The presence of higher levels of abdominal aortic calcification obtained from imaging has been shown to have a have substantially greater risk of future cardiovascular events and poorer prognosis, particularly in older women. Furthermore, higher cardiac troponin I levels have been shown to be independently associated with future cardiac events in elderly women without apparent clinical manifestations. But could measurement of both of these values be of prognostic value in determining the risk of ASVD mortality in older women?
This was the question addressed by the Australian team, who set out to determine whether measurement of AAC and hs-cTn1 levels could be used to provide information on ASVD and all-cause mortality risk in older women.
The team followed up community dwelling women between 2003 and 2013 and for whom AAC and hs-cTn1 values had been measured in 2003. Both AAC and hs-cTn1 measurements were combined into four distinct groups: a low AAC and < median hs-cTn1 (group 1) ; moderate AAC and < median hs-cTn1 (group 2) ; low AAC and > median hs-cTn1 (group 3) and finally, moderate-extensive AAC and > median hs-cTn1 (group 4).

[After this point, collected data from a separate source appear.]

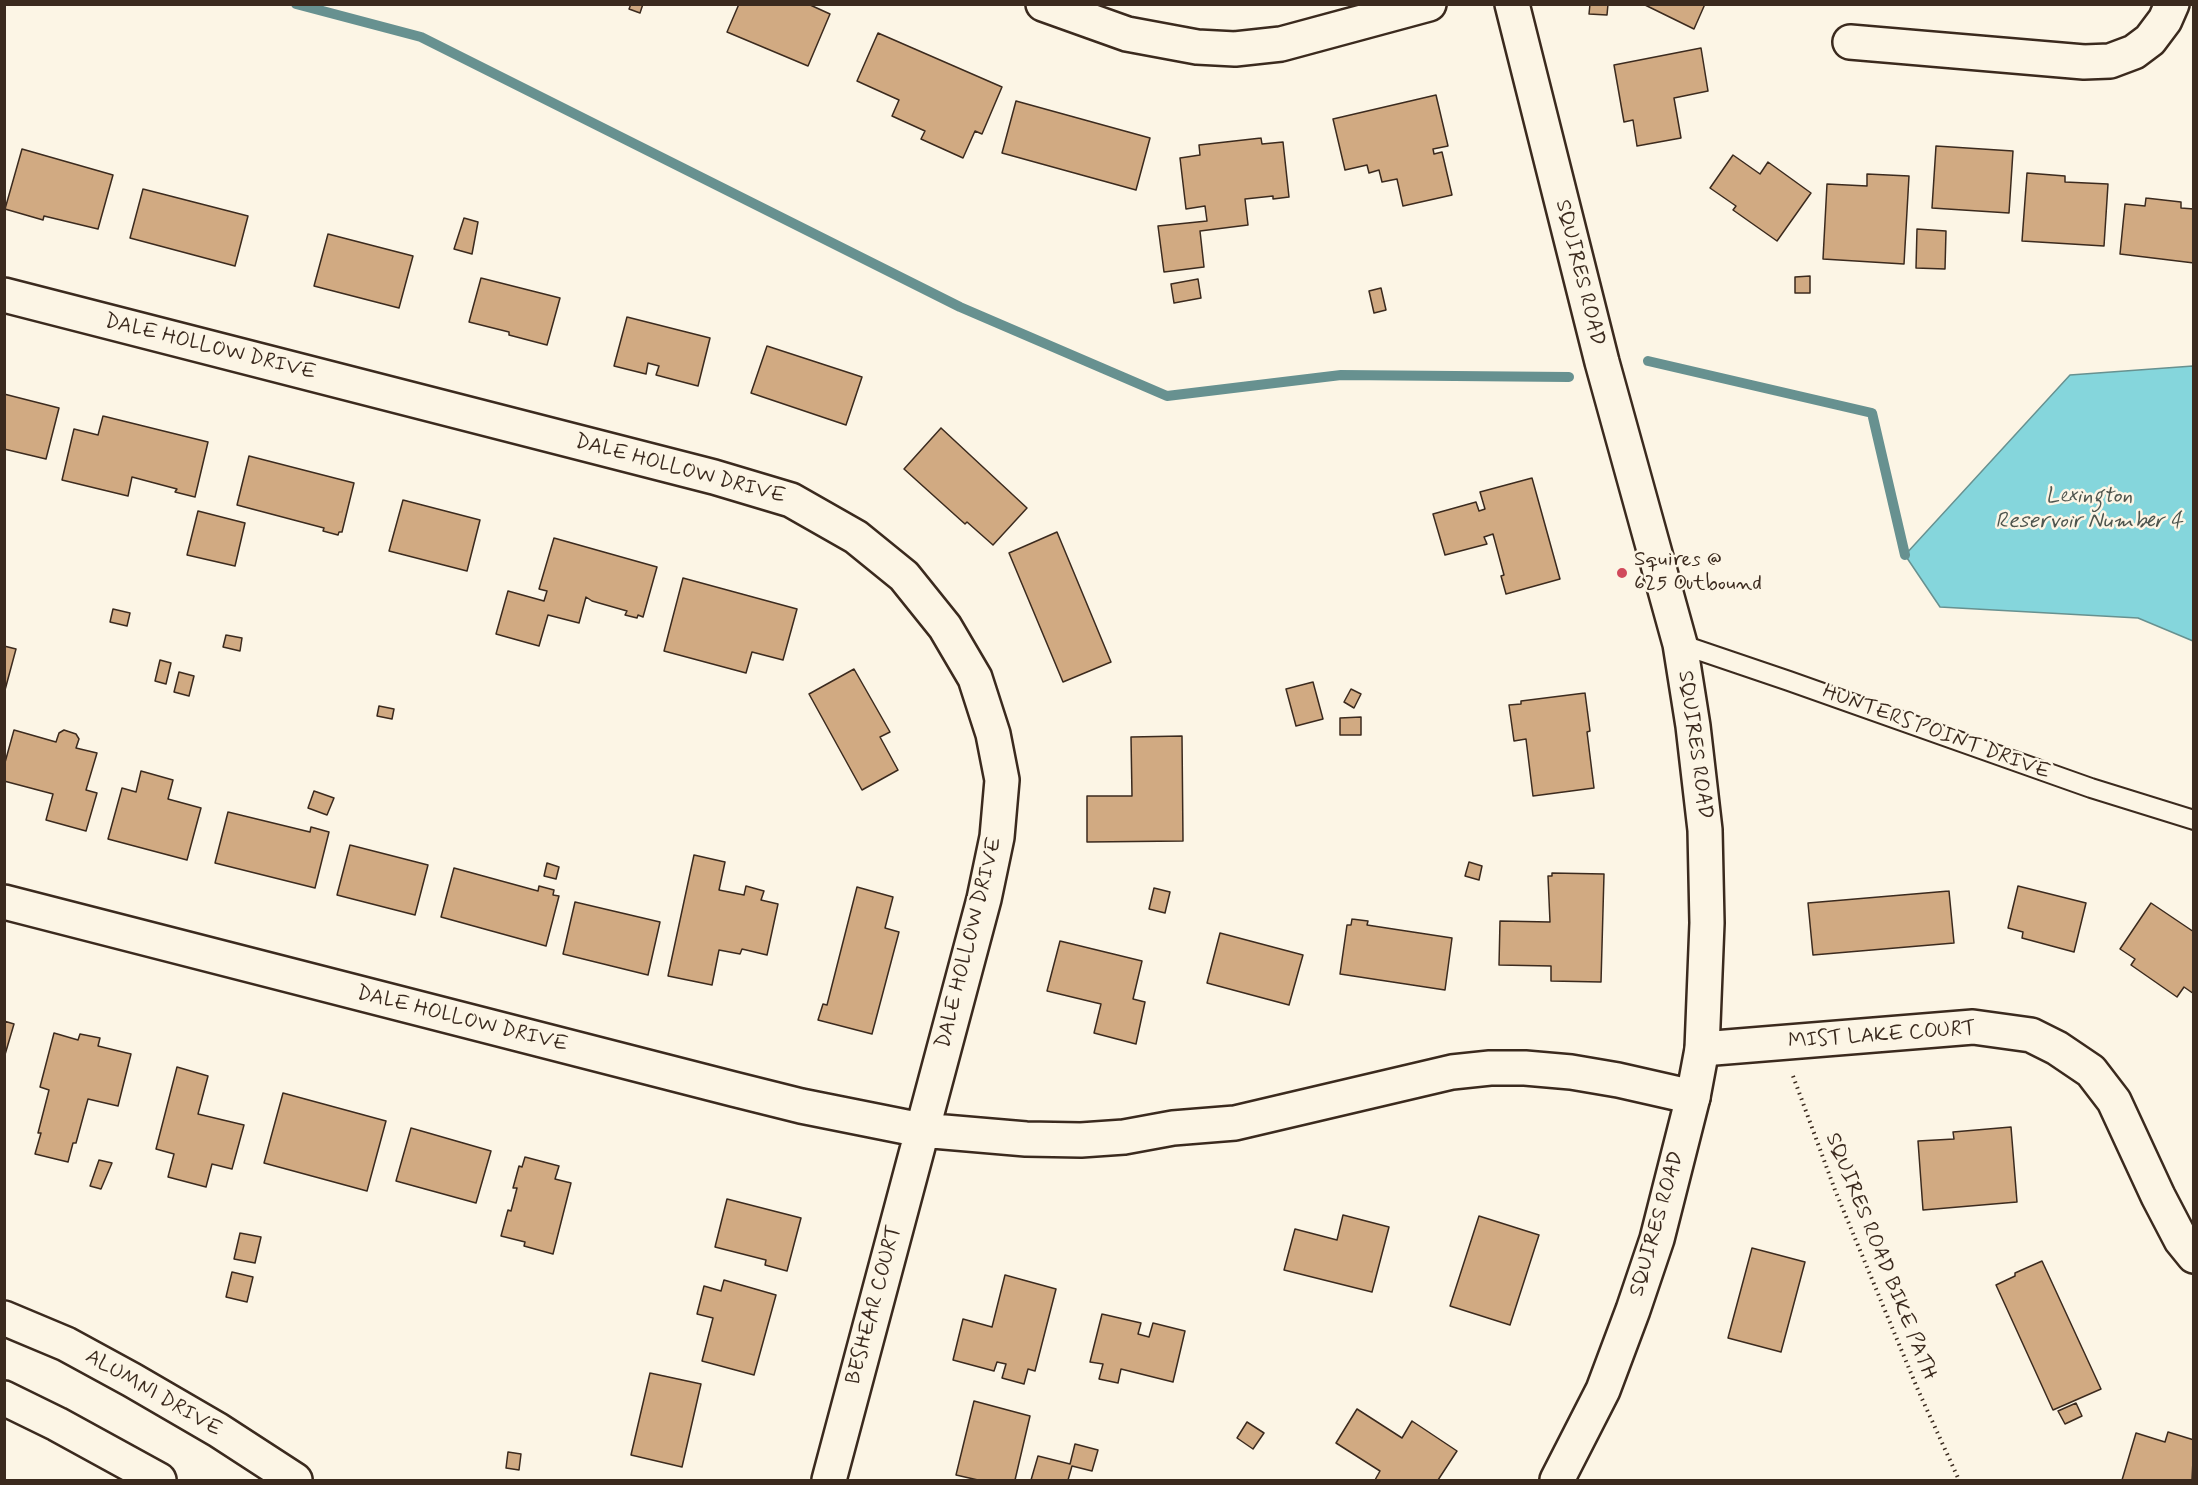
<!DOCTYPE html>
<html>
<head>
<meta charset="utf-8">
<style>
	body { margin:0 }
	#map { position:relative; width:2198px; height:1485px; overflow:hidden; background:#fcf5e5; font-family:Mynerve,sans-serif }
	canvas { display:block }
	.frame { position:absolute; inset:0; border:6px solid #3b2a1e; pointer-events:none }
</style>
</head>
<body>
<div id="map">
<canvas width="2198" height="1485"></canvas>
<div class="frame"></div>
</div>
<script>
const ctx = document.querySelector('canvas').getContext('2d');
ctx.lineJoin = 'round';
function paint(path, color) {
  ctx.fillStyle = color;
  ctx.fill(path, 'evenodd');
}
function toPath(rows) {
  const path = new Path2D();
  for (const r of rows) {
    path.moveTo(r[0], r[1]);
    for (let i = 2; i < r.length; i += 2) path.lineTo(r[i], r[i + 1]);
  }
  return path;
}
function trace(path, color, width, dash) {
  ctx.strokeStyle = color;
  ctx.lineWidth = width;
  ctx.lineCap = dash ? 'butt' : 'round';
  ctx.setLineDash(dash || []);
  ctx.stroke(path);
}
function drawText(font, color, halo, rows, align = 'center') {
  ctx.font = font + ' Mynerve,sans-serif';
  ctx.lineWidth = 5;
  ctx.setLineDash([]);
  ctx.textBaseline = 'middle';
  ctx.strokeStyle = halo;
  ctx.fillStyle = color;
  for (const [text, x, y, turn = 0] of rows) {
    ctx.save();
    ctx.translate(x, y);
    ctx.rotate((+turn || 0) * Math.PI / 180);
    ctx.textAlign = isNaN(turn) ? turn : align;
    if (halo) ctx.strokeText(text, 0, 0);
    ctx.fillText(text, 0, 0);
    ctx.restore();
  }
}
const water = toPath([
	[2193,366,2193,641,2138,618,1940,607,1905,555,2070,375,2193,366]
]);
paint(water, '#85d6dc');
trace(water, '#679190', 1.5);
trace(toPath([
	[296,4,421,37,960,307,1167,396,1341,375,1569,377],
	[1648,361,1872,413,1905,555]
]), '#679190', 10);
const building = toPath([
	[631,4,643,4,640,13,629,9,631,4],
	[739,4,808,4,830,14,808,66,727,32,739,4],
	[1590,4,1608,4,1607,15,1589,14,1590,4],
	[1643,4,1705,4,1694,29,1643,4],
	[878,33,1002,87,982,134,975,131,963,158,921,139,925,131,892,116,899,100,857,81,878,33],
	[1701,48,1708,91,1674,98,1681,138,1637,146,1633,120,1624,122,1614,65,1701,48],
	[1436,95,1448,146,1433,149,1434,154,1442,152,1452,195,1403,206,1397,179,1382,182,1379,170,1369,173,1367,165,1345,170,1333,119,1436,95],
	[1016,101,1150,138,1136,190,1002,153,1016,101],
	[1261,138,1262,144,1283,142,1289,197,1273,199,1273,196,1245,199,1248,225,1200,231,1204,267,1164,272,1158,226,1207,221,1205,206,1186,209,1180,158,1200,155,1199,145,1261,138],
	[1936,146,2013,151,2009,213,1932,208,1936,146],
	[22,149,113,175,98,229,44,216,43,220,5,209,22,149],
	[1733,155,1760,174,1768,162,1811,193,1777,241,1733,210,1736,206,1710,188,1733,155],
	[2027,173,2065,176,2065,182,2108,184,2104,246,2022,241,2027,173],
	[1867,174,1909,176,1904,264,1823,259,1827,184,1867,186,1867,174],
	[143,189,248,216,235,266,130,238,143,189],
	[2146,198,2181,202,2181,208,2194,209,2194,263,2120,254,2125,204,2145,206,2146,198],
	[464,218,478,222,472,254,454,249,464,218],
	[1917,229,1946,231,1945,269,1916,268,1917,229],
	[328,234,413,256,399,308,314,286,328,234],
	[1810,276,1810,293,1795,293,1795,277,1810,276],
	[481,278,560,298,547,345,509,335,509,332,469,322,481,278],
	[1198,279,1201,298,1174,303,1171,284,1198,279],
	[1381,288,1386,310,1374,313,1369,291,1381,288],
	[627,317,710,338,698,386,656,375,659,366,648,363,646,374,614,366,627,317],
	[767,346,862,377,846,425,751,393,767,346],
	[4,394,59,408,46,459,4,449,4,394],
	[103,416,208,442,195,497,175,492,177,489,132,477,128,496,62,480,74,429,98,435,103,416],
	[941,428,1027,508,993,545,967,522,965,524,904,469,941,428],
	[249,456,354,483,342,532,339,532,338,535,323,531,324,528,237,505,249,456],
	[1532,478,1560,579,1506,594,1501,576,1504,575,1493,534,1484,537,1487,544,1445,555,1433,514,1476,502,1479,511,1485,509,1480,492,1532,478],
	[403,500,480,520,467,571,389,551,403,500],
	[198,511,245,523,235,566,187,555,198,511],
	[1057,532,1111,662,1063,682,1009,553,1057,532],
	[554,538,657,567,643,617,638,615,637,618,625,615,627,611,592,601,586,597,579,623,548,615,539,646,496,634,508,591,544,601,547,591,539,589,554,538],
	[683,578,797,609,783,660,752,652,746,673,664,651,683,578],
	[113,609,130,613,127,626,110,622,113,609],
	[226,635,242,638,240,651,223,647,226,635],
	[4,646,16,649,5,690,4,689,4,646],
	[160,660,171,663,166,684,155,681,160,660],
	[854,669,890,732,880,737,898,770,862,790,809,694,854,669],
	[179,672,194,676,189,696,174,692,179,672],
	[1313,682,1323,719,1296,726,1286,689,1313,682],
	[1351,689,1361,694,1354,708,1344,702,1351,689],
	[1585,693,1590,731,1587,732,1594,788,1533,796,1526,739,1514,741,1509,705,1521,704,1521,701,1585,693],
	[379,706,394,709,392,719,377,716,379,706],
	[1361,717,1361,735,1340,735,1340,718,1361,717],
	[14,730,56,742,59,733,64,730,76,734,79,739,76,748,97,753,86,790,97,793,86,831,46,820,53,794,4,781,4,766,14,730],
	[1182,736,1183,841,1087,842,1087,796,1132,796,1131,737,1182,736],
	[141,771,173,780,168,799,201,808,187,860,108,839,122,788,136,792,141,771],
	[314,791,334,798,327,815,308,808,314,791],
	[228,812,310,832,311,827,329,832,315,888,215,863,228,812],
	[350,845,428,865,415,915,337,895,350,845],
	[694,855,725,862,719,890,744,895,746,886,764,891,761,900,778,904,767,955,742,949,740,954,719,950,712,985,668,976,694,855],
	[1469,862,1482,866,1479,880,1465,876,1469,862],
	[547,863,559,867,556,879,544,876,547,863],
	[454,868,538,891,539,886,554,890,553,895,559,896,546,946,441,917,454,868],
	[1552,873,1604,874,1601,982,1551,981,1551,966,1499,965,1500,921,1550,922,1548,876,1552,876,1552,873],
	[2018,886,2086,903,2074,952,2022,938,2023,932,2008,928,2018,886],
	[857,887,893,897,885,928,899,932,872,1034,818,1020,823,1004,827,1005,857,887],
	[1154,888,1170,892,1165,913,1149,909,1154,888],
	[1949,891,1954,943,1813,955,1808,903,1949,891],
	[575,902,660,922,648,975,563,954,575,902],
	[2151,903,2194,932,2194,994,2184,987,2177,997,2131,965,2135,959,2120,949,2151,903],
	[1352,919,1368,921,1367,925,1452,938,1445,990,1340,974,1347,925,1351,925,1352,919],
	[1220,933,1303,955,1289,1005,1207,983,1220,933],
	[1060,941,1142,961,1133,999,1145,1002,1136,1044,1094,1033,1101,1004,1047,991,1060,941],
	[4,1021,14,1024,4,1058,4,1021],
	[54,1033,78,1040,80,1034,100,1038,98,1046,131,1054,118,1106,88,1099,76,1143,73,1143,68,1162,35,1154,41,1133,38,1133,49,1090,40,1087,54,1033],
	[177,1067,208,1076,198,1114,244,1125,232,1169,212,1164,206,1187,168,1177,174,1154,156,1149,177,1067],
	[283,1093,386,1121,367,1191,264,1163,283,1093],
	[2011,1127,2017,1202,1923,1210,1918,1141,1954,1139,1953,1132,2011,1127],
	[411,1128,491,1151,476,1203,396,1181,411,1128],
	[525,1157,559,1166,555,1179,571,1183,553,1254,524,1246,525,1242,501,1236,508,1210,511,1211,517,1188,513,1188,519,1166,522,1167,525,1157],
	[99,1160,112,1163,101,1189,90,1186,99,1160],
	[727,1199,801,1218,787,1271,765,1265,766,1260,715,1247,727,1199],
	[1343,1215,1389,1227,1372,1292,1284,1270,1295,1229,1337,1240,1343,1215],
	[1479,1216,1539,1235,1510,1325,1450,1306,1479,1216],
	[240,1233,261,1237,255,1263,234,1259,240,1233],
	[1752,1248,1805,1262,1781,1352,1728,1338,1752,1248],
	[2042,1261,2101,1389,2053,1410,1996,1285,2015,1276,2015,1273,2042,1261],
	[232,1272,253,1277,247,1302,226,1297,232,1272],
	[1005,1275,1056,1289,1035,1371,1028,1369,1024,1384,1002,1378,1006,1364,997,1362,994,1371,953,1360,963,1319,992,1327,1005,1275],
	[724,1280,776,1295,754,1375,702,1361,713,1318,697,1314,704,1286,721,1291,724,1280],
	[1102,1314,1141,1323,1138,1334,1149,1337,1153,1323,1185,1331,1173,1382,1121,1369,1118,1383,1099,1379,1103,1364,1090,1362,1102,1314],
	[650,1373,701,1384,682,1467,631,1455,650,1373],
	[974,1401,1030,1416,1015,1480,978,1480,956,1475,974,1401],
	[2076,1403,2082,1416,2065,1424,2058,1411,2076,1403],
	[1357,1409,1402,1438,1412,1421,1457,1451,1438,1480,1375,1480,1380,1471,1336,1443,1357,1409],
	[1247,1422,1264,1433,1253,1449,1237,1438,1247,1422],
	[2168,1432,2194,1440,2192,1480,2122,1480,2136,1433,2165,1442,2168,1432],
	[1075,1444,1098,1450,1092,1471,1072,1466,1068,1480,1031,1480,1038,1456,1070,1464,1075,1444],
	[508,1452,521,1454,519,1470,506,1468,508,1452]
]);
paint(building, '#d1aa82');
trace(building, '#3b2a1e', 1.5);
const service = toPath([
	[1680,644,1789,681,2091,788,2194,820]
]);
const minor = toPath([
	[1043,4,1127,34,1197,47,1235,49,1281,44,1429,4],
	[1850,42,2084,62,2110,61,2134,52,2150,40,2165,20,2172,4],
	[4,295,714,477,791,500,856,537,904,576,945,627,975,678,993,734,1002,780,997,837,984,899,829,1480],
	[4,902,733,1089,801,1106,921,1130,1026,1139,1081,1140,1124,1137,1173,1128,1235,1123,1452,1072,1490,1068,1525,1068,1571,1072,1618,1080,1693,1097],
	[1702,1049,1973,1027,2031,1035,2057,1048,2091,1071,2114,1101,2158,1196,2181,1240,2194,1256]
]);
const tertiary = toPath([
	[1512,4,1602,362,1680,644,1693,726,1705,830,1707,923,1702,1049,1693,1097,1657,1239,1633,1310,1603,1390,1557,1480],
	[4,1318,66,1344,132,1380,218,1430,295,1480],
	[4,1398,57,1424,159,1480]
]);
trace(service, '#3b2a1e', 22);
trace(minor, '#3b2a1e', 38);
trace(tertiary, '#3b2a1e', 38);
trace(toPath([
	[1793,1076,1835,1190,1918,1390,1959,1480]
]), '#3b2a1e', 4, [1.5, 4.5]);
trace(service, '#fcf5e5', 18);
trace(minor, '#fcf5e5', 33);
trace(tertiary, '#fcf5e5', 33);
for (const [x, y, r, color] of [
	[1622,573,6,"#d1495b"]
]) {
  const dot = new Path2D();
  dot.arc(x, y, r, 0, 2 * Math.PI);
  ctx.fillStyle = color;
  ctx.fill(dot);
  trace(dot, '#fcf5e5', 2);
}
drawText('21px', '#3b2a1e', '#fcf5e5', [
	["SQUIRES ROAD",1579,273,76],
	["DALE HOLLOW DRIVE",210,348,14],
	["DALE HOLLOW DRIVE",680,470,15],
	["HUNTERS POINT DRIVE",1936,733,20],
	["SQUIRES ROAD",1694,745,82],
	["DALE HOLLOW DRIVE",970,943,-76],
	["DALE HOLLOW DRIVE",462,1020,14],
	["MIST LAKE COURT",1882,1036,-4],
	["SQUIRES ROAD",1658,1224,-74],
	["SQUIRES ROAD BIKE PATH",1880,1257,68],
	["BESHEAR COURT",875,1305,-75],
	["ALUMNI DRIVE",153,1394,30]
]);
drawText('21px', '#3b2a1e', '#fcf5e5', [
	["Squires @",1634,561],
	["625 Outbound",1634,585]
], 'left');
drawText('italic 22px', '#4e554e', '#fcf5e5', [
	["Lexington",2089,497],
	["Reservoir Number 4",2089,522]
]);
</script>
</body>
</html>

For the purposes of their analysis, group 1 served as the reference point.
The total population included 908 women with a mean age of 79.4 years and 34.9% of whom had moderate-extensive AAC and > median hs-cTn1, i.e., group 4.
When considered separately, compared to women in group 1, those in group 4 had an 84% increased risk of 10-year ASVD mortality and a 37% higher risk of all-cause mortality based on AAC values. Similarly for hs-cTn1, those in group 4 had a 141% increased risk of ASVD mortality and a 106% higher risk of all-cause mortality.
In multivariable adjusted models including both AAC and hs-cTn1, the adjusted hazard ratios for ASVD mortality, compared to group 1 increased from 2.39 (95% CI 1.05 – 5.56, p = 0.039) for group 2, to 3.18 (group 3) and finally 5.38 for group 4, all of which were statistically significant.
Similar increases were observed for all-cause mortality, peaking at an adjusted hazard ratio of 3.02 (95% CI 1.93 – 4.72, p < 0.001) for group 4.
Based on these findings, the authors concluded that these two simple and quick measures were robustly associated with 10-year ASVD and all-cause-related mortality.